§ **Your goal**
Your task is to reproduce the listing exactly, without its images.

--- Material provided Enclosed Below ---

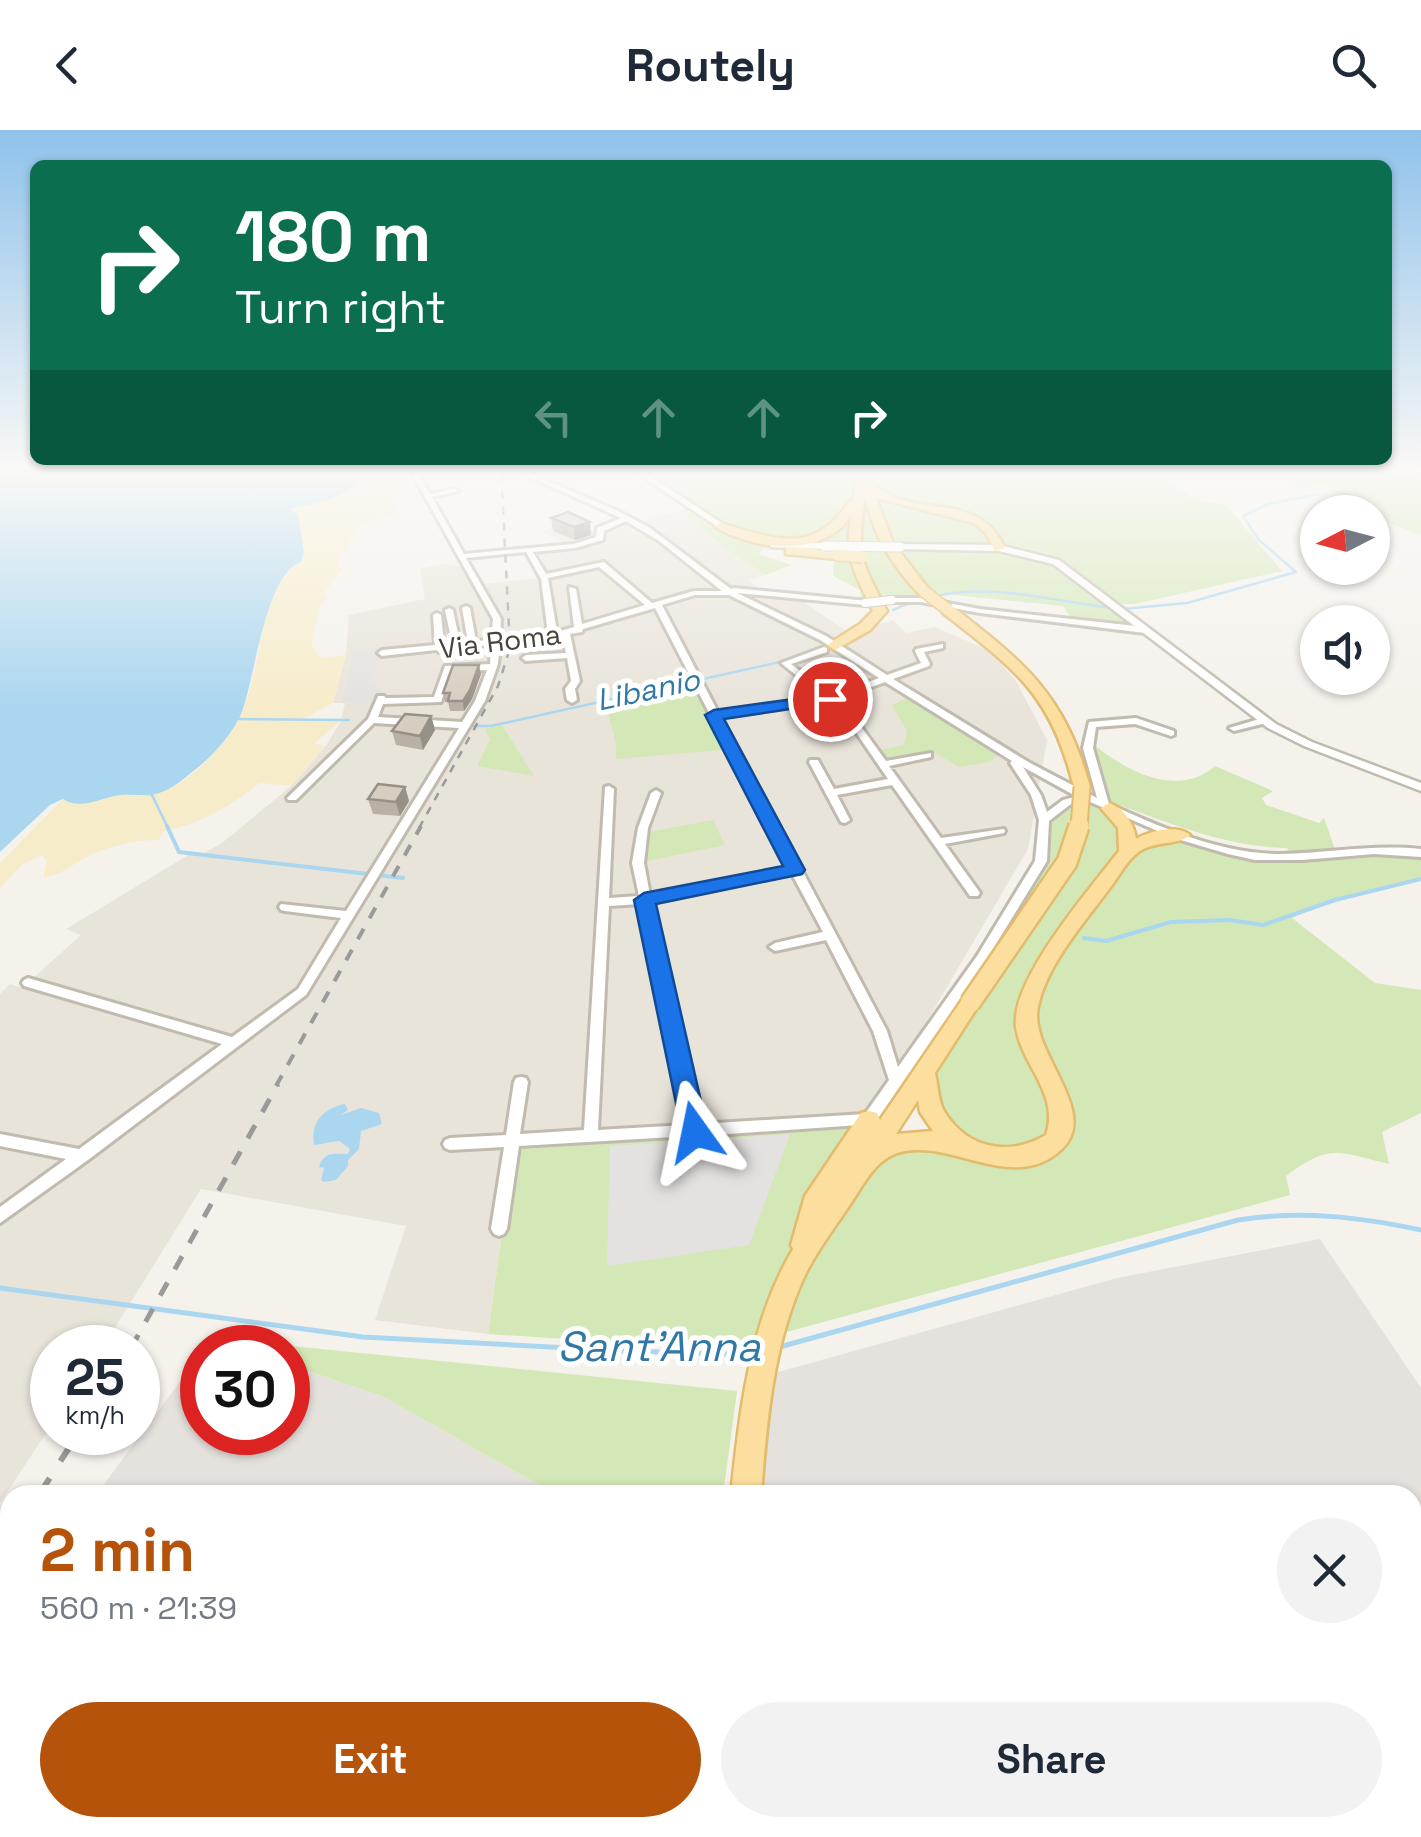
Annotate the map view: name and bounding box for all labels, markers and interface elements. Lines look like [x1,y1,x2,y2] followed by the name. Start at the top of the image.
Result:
[626,37,795,94] text: Routely
[40,38,95,93] icon: back
[1326,38,1381,93] icon: search
[235,192,432,281] text: 180 m
[70,200,200,330] icon: right
[235,279,446,336] text: Turn right
[526,390,581,445] icon: left
[631,390,686,445] icon: ahead
[736,390,791,445] icon: ahead
[841,390,896,445] icon: right
[1300,495,1390,585] north arrow
[1300,495,1390,695] map controls
[1300,605,1390,695] button: sound
[437,616,563,666] street label: Via Roma
[788,657,873,742] pin
[593,659,705,719] water label: Libanio
[803,672,858,727] icon: arrive
[643,1080,747,1184] position arrow
[557,1320,762,1373] water label: Sant'Anna
[180,1325,310,1455] speed limit sign: 30
[65,1346,125,1410] text: 25
[65,1399,125,1431] text: km/h
[40,1512,195,1589] text: 2 min
[1277,1518,1382,1623] button: close
[40,1588,237,1628] text: 560 m · 21:39
[40,1702,701,1817] button: Exit
[721,1702,1382,1817] button: Share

--- End of Enclosed Material provided ---

§ **Solution**
Annotate the map view: name and bounding box for all labels, markers and interface elements. Lines look like [x1,y1,x2,y2] followed by the name. Start at the top of the image.
Result:
[626,37,795,94] text: Routely
[40,38,95,93] icon: back
[1326,38,1381,93] icon: search
[235,192,432,281] text: 180 m
[70,200,200,330] icon: right
[235,279,446,336] text: Turn right
[526,390,581,445] icon: left
[631,390,686,445] icon: ahead
[736,390,791,445] icon: ahead
[841,390,896,445] icon: right
[1300,495,1390,585] north arrow
[1300,495,1390,695] map controls
[1300,605,1390,695] button: sound
[437,616,563,666] street label: Via Roma
[788,657,873,742] pin
[593,659,705,719] water label: Libanio
[803,672,858,727] icon: arrive
[643,1080,747,1184] position arrow
[557,1320,762,1373] water label: Sant'Anna
[180,1325,310,1455] speed limit sign: 30
[65,1346,125,1410] text: 25
[65,1399,125,1431] text: km/h
[40,1512,195,1589] text: 2 min
[1277,1518,1382,1623] button: close
[40,1588,237,1628] text: 560 m · 21:39
[40,1702,701,1817] button: Exit
[721,1702,1382,1817] button: Share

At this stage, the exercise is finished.